In [1]:
import tensorflow as tf
import numpy as np
import pandas as pd
from math import isnan
import sys
import os
from sklearn.model_selection import train_test_split
from config import Config
from equation import get_equation
from solver import dBSDE
import matplotlib.pyplot as plt
%matplotlib inline

# Dyanmic portfolio optimization

The investor is facing a optimization problem that she wants to maiximize her expected utility over the investment horizon given the initial wealth and the access to a financial market consists of a riskless asset and some risky assets. The opitmization problem can be formulated as follows
\begin{align}
V_{0} & =\sup_{({\pi},c)\in\mathcal{A}} \mathbb{E}[\int_{0}^{T}f(c_{s,}V_{s}^{(\pi,c)})ds+U(T,\mathcal{W}_{T}^{({\pi},c)})]\nonumber \\
\text{s.t. }d{S}_{t} &=\text{diag}({S}_{t})\big[\big(r(t,{X}_{t})-p(t,X_t)\big)\mathbf{1}_{d}dt+{\sigma}(t,{X}_{t})\big({{\theta}}(t,{X}_{t})dt+d{W}_{t}\big)\big]\\
d\mathcal{W}_{t}^{({\pi},c)} & =\mathcal{W}_{t}^{({\pi},c)}[r_{t}(X_{t})dt+{\pi}_{t}^{\intercal}{{\sigma}}_{t}({X}_{t})({{\theta}}_{t}({X}_{t})dt+d{W}_{t})]-c_{t}dt\label{eq:3}\\
d{X}_{t} & =\mathbf{{\alpha}}(t,{X}_{t})dt+{{\beta}}(t,{X}_{t})d{W}_{t}
\end{align}

## Recursive utility

Recursive utility is also known as the continuous-time Epstein-Zin utility. The aggregator function $f$ is given by

$$
f(c,v):=\delta\vartheta v[(\frac{c}{((1-\gamma)v)^{\frac{1}{1-\gamma}}})^{1-\frac{1}{\psi}}-1]
$$
where

- $\delta$: rate of time preference
- $\gamma$: relative risk aversion
- $\psi$:EIS (elasticity of intertemporal substitution)
- $\vartheta:=\frac{1-\gamma}{1-\phi}$, $\phi:=1/\psi$

We consider the bequest utility $U(T,c)=e^{-\delta T}\frac{c^{1-\gamma}}{1-\gamma}$

The standard time-additive power utility is a special case of the recursive utility.
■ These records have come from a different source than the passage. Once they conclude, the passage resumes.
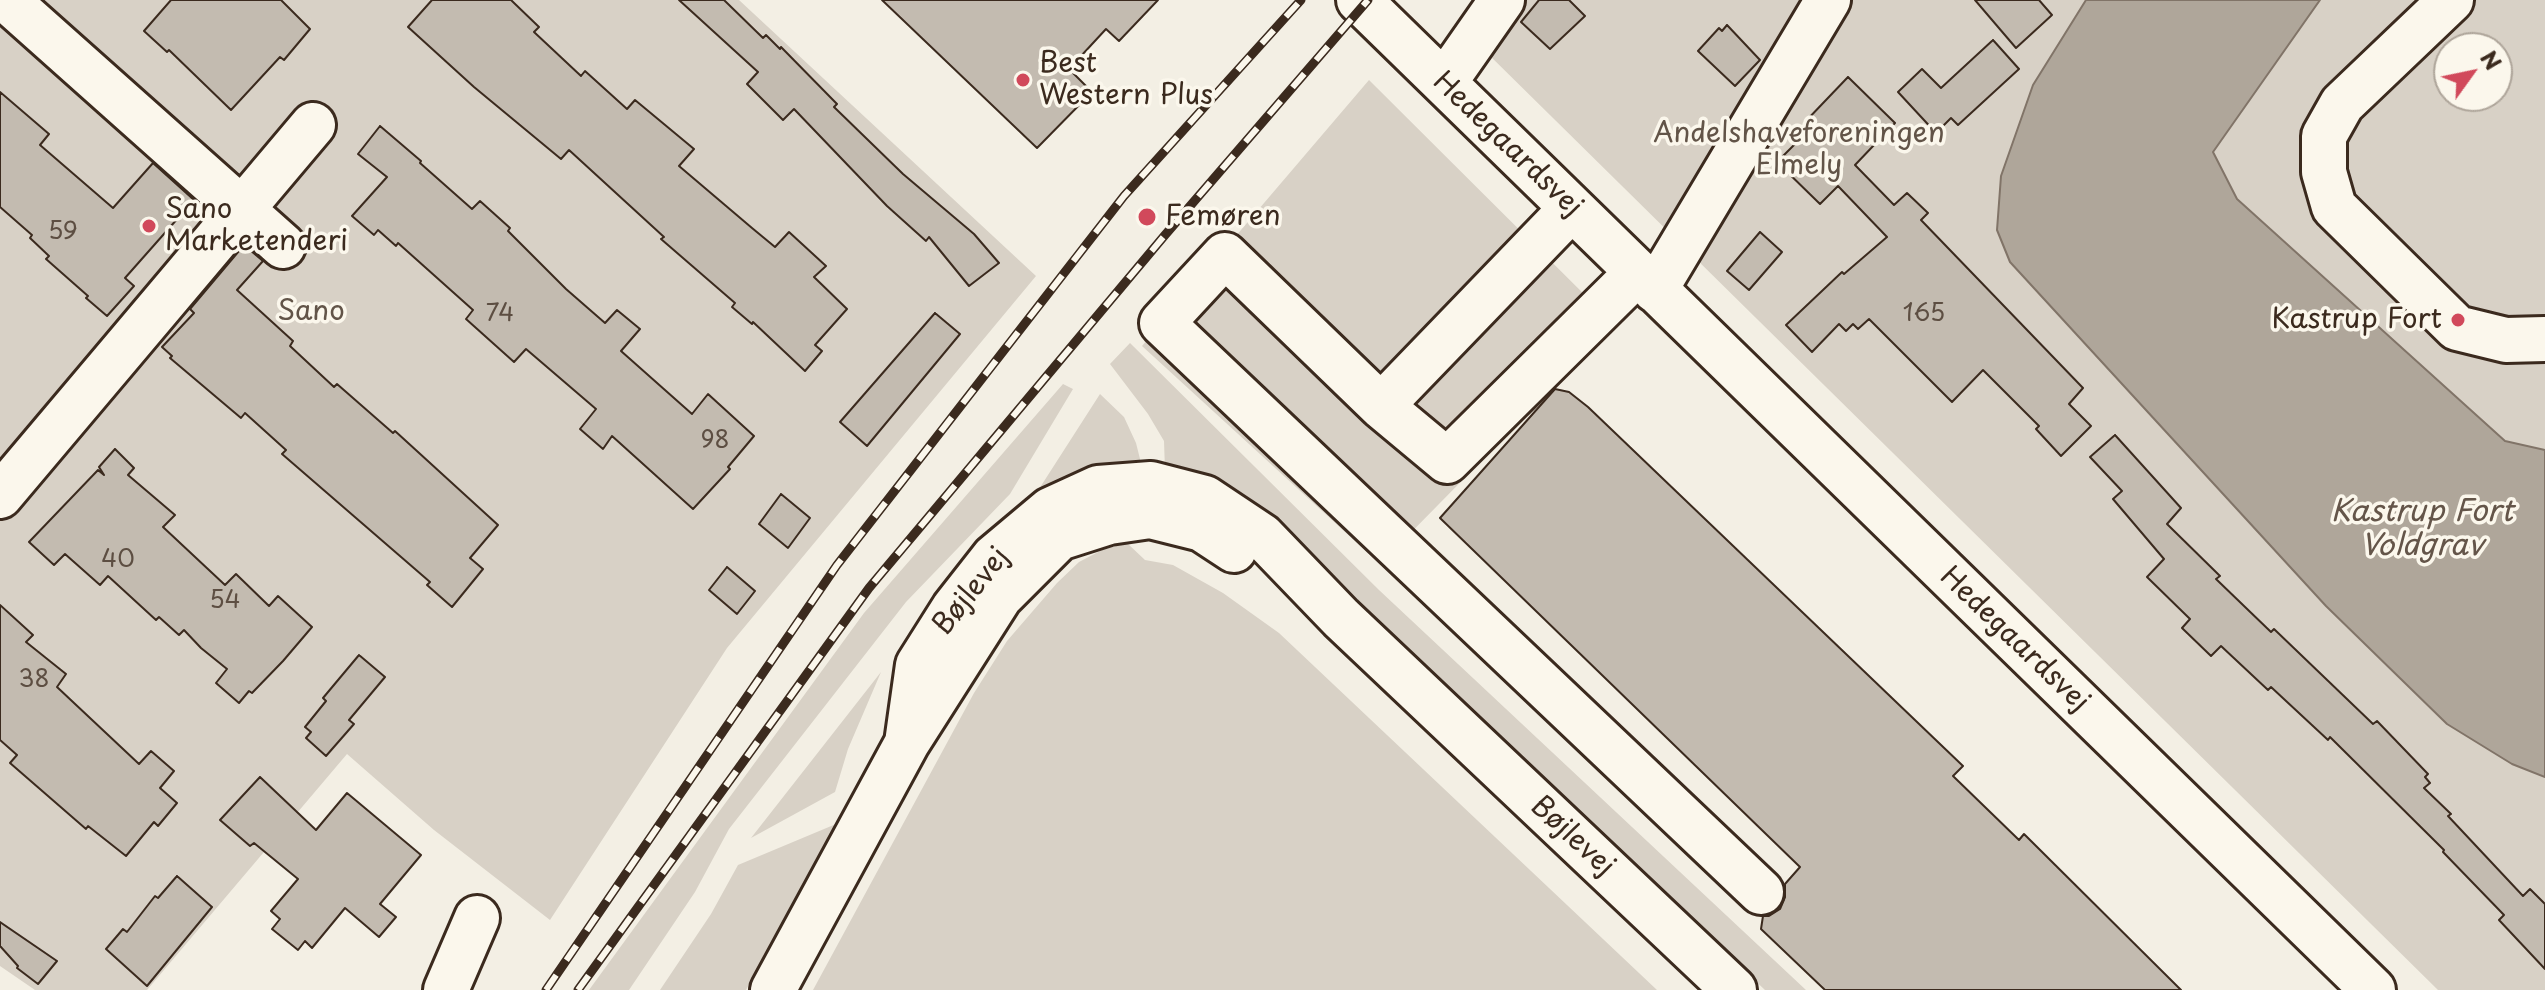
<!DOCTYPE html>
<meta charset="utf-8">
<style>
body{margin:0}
#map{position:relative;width:2545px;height:990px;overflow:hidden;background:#f3efe4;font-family:"Playpen Sans",sans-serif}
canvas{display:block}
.north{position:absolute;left:2433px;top:32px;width:80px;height:80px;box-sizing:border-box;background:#fbf7ec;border:2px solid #aea59a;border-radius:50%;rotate:57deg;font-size:22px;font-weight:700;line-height:32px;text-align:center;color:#3b2a1e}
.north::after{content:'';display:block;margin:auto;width:28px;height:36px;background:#d1495b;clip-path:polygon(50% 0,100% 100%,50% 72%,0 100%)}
</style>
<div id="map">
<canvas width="2545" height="990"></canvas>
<div class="north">N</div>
</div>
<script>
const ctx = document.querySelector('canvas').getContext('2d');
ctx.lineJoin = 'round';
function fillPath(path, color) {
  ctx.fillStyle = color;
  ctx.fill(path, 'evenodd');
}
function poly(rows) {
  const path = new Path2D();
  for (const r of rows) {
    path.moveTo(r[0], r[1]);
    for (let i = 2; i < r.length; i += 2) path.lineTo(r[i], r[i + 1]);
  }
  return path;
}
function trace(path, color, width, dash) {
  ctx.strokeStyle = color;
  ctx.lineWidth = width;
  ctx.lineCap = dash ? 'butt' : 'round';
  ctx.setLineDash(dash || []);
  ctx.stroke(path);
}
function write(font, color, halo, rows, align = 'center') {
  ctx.font = font + ' "Playpen Sans",sans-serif';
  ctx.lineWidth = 7;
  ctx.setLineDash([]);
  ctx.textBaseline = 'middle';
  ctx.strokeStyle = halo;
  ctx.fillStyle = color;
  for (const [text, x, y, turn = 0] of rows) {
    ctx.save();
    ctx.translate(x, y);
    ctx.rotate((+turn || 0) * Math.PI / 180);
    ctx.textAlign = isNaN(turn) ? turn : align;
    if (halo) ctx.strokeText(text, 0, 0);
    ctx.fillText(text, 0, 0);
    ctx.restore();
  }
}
const green = poly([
 [0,0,739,0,1036,276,727,648,550,920,434,830,347,754,147,990,35,990,0,966],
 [1519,0,2545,0,2545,990,2438,990,1485,51],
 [2449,48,2497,48,2497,96,2449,96],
 [1369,80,1615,325,1380,564,1142,346],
 [1130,343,1379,590,1806,990,1765,990,1316,566,1165,470,1164,441,1148,414,1110,364],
 [1063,384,1073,389,1010,494,906,602,729,829,695,892,629,990,589,990,864,613],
 [1100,394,1124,417,1136,443,1143,471,1015,521,1039,489],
 [1127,543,1145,560,1173,565,1223,593,1279,633,1657,990,813,990,974,693,1007,641,1057,583,1079,562,1102,550],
 [881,672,848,749,835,792,751,838],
 [836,824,746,990,660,990,711,914,738,865]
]);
const water = poly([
 [2086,0,2320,0,2213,152,2237,199,2505,441,2545,450,2545,777,2512,764,2447,724,2326,606,2010,262,1997,230,2001,176,2033,85,2086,0]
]);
const building = poly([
 [171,0,281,0,310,29,284,60,280,57,231,110,169,50,167,52,144,31,171,0],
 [432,0,511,0,539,27,534,32,581,76,585,71,627,109,635,100,694,149,679,166,752,228,775,247,789,232,826,266,814,277,847,309,815,345,822,351,805,371,753,322,752,324,732,307,735,303,661,239,664,237,569,150,561,159,474,87,408,27,432,0],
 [679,0,724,0,763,38,766,35,780,49,781,47,837,104,834,107,903,174,974,234,999,263,969,286,929,237,926,241,887,206,794,109,783,120,747,84,758,72,679,0],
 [882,0,1158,0,1119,41,1106,29,1069,69,1092,92,1037,148,882,0],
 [1539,0,1569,0,1585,16,1550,49,1521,22,1539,0],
 [1975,0,2039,0,2052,15,2016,48,1975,0],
 [1727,25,1760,60,1735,86,1698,51,1719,28,1722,31,1727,25],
 [1993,40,2019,69,1958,125,1951,118,1936,133,1898,92,1922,69,1941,88,1993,40],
 [1848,77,1895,123,1855,165,1894,205,1907,193,1928,213,1921,220,2083,388,2069,404,2091,426,2061,456,2036,429,2039,426,1983,370,1952,402,1869,319,1858,329,1853,324,1846,331,1839,324,1812,352,1786,325,1842,272,1844,274,1887,237,1838,186,1820,204,1777,162,1810,129,1804,123,1848,77],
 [0,92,49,134,40,145,113,208,153,163,194,200,125,278,134,286,107,316,86,298,88,296,46,259,49,256,30,238,32,235,0,207,0,92],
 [380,126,421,161,420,163,472,209,480,201,510,228,508,231,566,289,605,323,617,310,640,329,621,351,692,414,708,394,754,436,728,467,730,469,693,509,612,436,603,449,580,429,596,409,526,349,514,362,466,319,473,310,398,243,396,246,378,230,374,235,352,216,387,177,358,154,380,126],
 [1760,232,1782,252,1749,290,1727,271,1760,232],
 [244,245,263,261,237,290,293,341,290,346,334,387,337,384,393,433,395,431,498,525,470,558,483,569,452,607,427,585,430,582,282,454,286,450,245,413,241,418,170,358,172,356,162,347,194,313,190,309,244,245],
 [935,313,960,334,867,446,840,422,935,313],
 [1555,389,1569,392,1588,407,1963,766,1953,776,2019,840,2024,834,2181,990,1825,990,1761,929,1763,916,1769,916,1780,909,1785,897,1785,884,1800,867,1440,518,1555,389],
 [2115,435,2181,508,2167,524,2220,576,2216,579,2271,632,2274,629,2373,724,2377,721,2428,774,2425,777,2430,783,2424,788,2451,814,2448,816,2523,896,2530,889,2545,904,2545,969,2499,920,2504,915,2443,852,2444,850,2330,737,2328,740,2271,687,2268,690,2221,646,2211,656,2182,628,2190,619,2147,577,2164,559,2113,499,2122,491,2090,457,2115,435],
 [115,449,134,468,128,475,175,515,163,527,225,585,236,574,269,606,278,596,312,627,283,661,252,693,249,691,239,703,216,683,227,669,201,648,184,630,179,635,159,617,156,620,108,576,100,585,65,554,54,565,29,542,98,470,104,475,99,467,115,449],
 [781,494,810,518,788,548,759,524,781,494],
 [727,567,755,591,737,614,709,590,727,567],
 [0,605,33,635,26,642,66,674,57,687,139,764,151,751,174,771,160,788,177,803,158,826,154,822,126,856,88,826,86,829,10,763,17,755,0,740,0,605],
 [359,655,385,677,349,720,354,724,326,756,306,738,311,732,305,727,326,701,323,698,359,655],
 [260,777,316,830,347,793,421,855,380,904,396,917,379,937,345,908,312,948,305,941,298,950,272,929,280,919,271,911,298,879,254,843,250,846,220,820,260,777],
 [177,876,212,907,147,986,106,949,123,929,127,932,155,896,158,898,177,876],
 [0,922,57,961,38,984,17,968,18,966,0,946,0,922]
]);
const minor = poly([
 [7,0,283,246],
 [1359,0,2373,990],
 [2451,0,2342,104,2324,136,2324,172,2334,207,2457,328,2506,340,2545,339],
 [1444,83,1502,0],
 [1572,208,1381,406,1447,461,1637,273],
 [1655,290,1828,0],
 [1381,406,1225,255,1162,323,1761,892],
 [0,496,313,125],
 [907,743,918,665,954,608,994,557,1050,510,1098,488,1151,484,1205,498,1262,536,1341,618,1734,990],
 [446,990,477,918],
 [773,990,907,743,1000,597,1059,538,1109,522,1150,516,1202,529,1234,550]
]);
const rail = poly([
 [546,990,837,565,1124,196,1301,0],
 [578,990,869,588,1165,235,1368,0]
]);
const markers = [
 [1023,80,8,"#d1495b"],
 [1147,217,10,"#d1495b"],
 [149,226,8,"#d1495b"],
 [2458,320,8,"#d1495b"]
];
const numberNames = [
 ["59",63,232],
 ["74",500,314],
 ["165",1924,314],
 ["98",715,441],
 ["40",118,560],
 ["54",225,601],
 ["38",34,680]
];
const poiNames = [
 ["Best",1039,64],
 ["Western Plus",1039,96],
 ["Sano",165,210],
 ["Marketenderi",165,242],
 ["Femøren",1165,217],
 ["Kastrup Fort",2442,320,"right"]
];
const parkNames = [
 ["Andelshaveforeningen",1799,134],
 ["Elmely",1799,166],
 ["Sano",311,312]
];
const streetNames = [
 ["Hedegaardsvej",1507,145,44],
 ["Bøjlevej",972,592,-51],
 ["Hedegaardsvej",2014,640,44],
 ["Bøjlevej",1572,837,43]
];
const waterNames = [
 ["Kastrup Fort",2422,513],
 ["Voldgrav",2422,547]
];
fillPath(green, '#d8d1c6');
fillPath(water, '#afa69a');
trace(water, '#817468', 2);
fillPath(building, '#c3bbb0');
trace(building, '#3b2a1e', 2);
trace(minor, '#3b2a1e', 50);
trace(minor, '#fbf7ec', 44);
trace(rail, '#3b2a1e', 9);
trace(rail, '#fbf7ec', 6, [18]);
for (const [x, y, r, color] of markers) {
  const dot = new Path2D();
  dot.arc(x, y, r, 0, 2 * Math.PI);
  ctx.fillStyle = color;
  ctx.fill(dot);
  trace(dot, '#fbf7ec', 3);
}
write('24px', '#5d4e42', null, numberNames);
write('28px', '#3b2a1e', '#fbf7ec', poiNames, 'left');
write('28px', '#625448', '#fbf7ec', parkNames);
write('28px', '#3b2a1e', '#fbf7ec', streetNames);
write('italic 30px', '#645549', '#fbf7ec', waterNames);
</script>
Note that when $\gamma=1/\psi$, Epstein-Zin utility reduces to power utility, in which case 
$$
V_0=\mathbb{E}[\int_{0}^{T}e^{-s\beta}u(c_t)ds+e^{-\delta T}u(\mathcal{W}_T^{(\pi,c)})]
$$
and
$$
f=\delta\big(\frac{c^{1-\gamma}}{1-\gamma}\big)-\delta v
$$

## Optimal consumption-portfolio plan
By the homothetic property of Epstein–Zin utility, we speculate the utility evaluated at the optimal strategy has the decomposition $V_{t}^{*}=\frac{\mathcal{W}_{t}^{1-\gamma}}{1-\gamma}e^{Y_{t}},\;t\in[0,T]$ where Y satisfies the BSDE $$Y_{t}=\eta + \int_{t}^{T}g(s,Y_{s},{Z}_{s})ds-\int_{t}^{T}{Z}_{s}d{W}_{s}$$

The optimal consumption-portfolio plan is determined by $Y$ and $Z$
\begin{align*}
c_t^{*}/\mathcal{W_t} & =\delta^{\psi}e^{-\frac{\psi}{\vartheta}Y_t}\\
{\pi_t}^{*} & =\frac{1}{\gamma}{\sigma_t}^{-1}{\theta_t}+\frac{1}{\gamma}{\sigma_t}^{-1}{Z_t}
\end{align*}

Therefore, our goal is to solve the following FBSDEs
\begin{align*}
Y_{t} &=\eta+\int_{t}^{T}f(s,{X}_{s,}Y_{s},{Z}_{s})ds-\int_{t}^{T}{Z}_{s}^{\intercal}d{W}_{s}\\
{X}_{t} &={x}+\int_{0}^{t}{\alpha}(s,{X}_{s})ds+\int_{0}^{t}{\beta}(t,{X})d{W}_{s}
\end{align*}
where
$$
f(t,{X},Y,{Z})	=(1-\gamma)r(t,{X})+\frac{1-\gamma}{2\gamma}\parallel{\theta}(t,{X})\parallel^{2}-\delta\vartheta+\frac{\vartheta}{\psi}\delta^{\psi}e^{-\frac{\psi}{\vartheta}Y}+\frac{1-\gamma}{\gamma}{\theta}^{\intercal}{Z}+\frac{1}{2\gamma}\parallel{Z}\parallel^{2}
$$


## DNN algorithm

Consider a partition of the time interval $[0,T]$, $\mathcal{T}$:
$0=t_{0}\leq t_{1}\leq\ldots\leq t_{N}=T$, with $\Delta t=T/N$ and
$t_{i}=i\Delta t$, for all $i=0,1,\ldots,N$, and $\Delta{W}_{i}={W}_{t_{i+1}}-{W}_{t_{i}}$,
for all $i=0,1,\ldots,N-1$. 

Inspired by the nonlinear Feynman-Kac
formula, we can view
${Z}_{t}$ as a function of ${X}_{t}$ and $Y_{t}$. Then our
goal becomes finding approximation functions
$\phi_{i}:\mathbb{R}^{m}\times\mathbb{R}\rightarrow\mathbb{R}^{d}$
for $i=0,1,\ldots,N-1$ such that $\phi_{i}(\hat{{X}}_{t_{i}},\hat{Y}_{t_{i}})$
can serve as good approximation of  $Z_{t_{i}}$. 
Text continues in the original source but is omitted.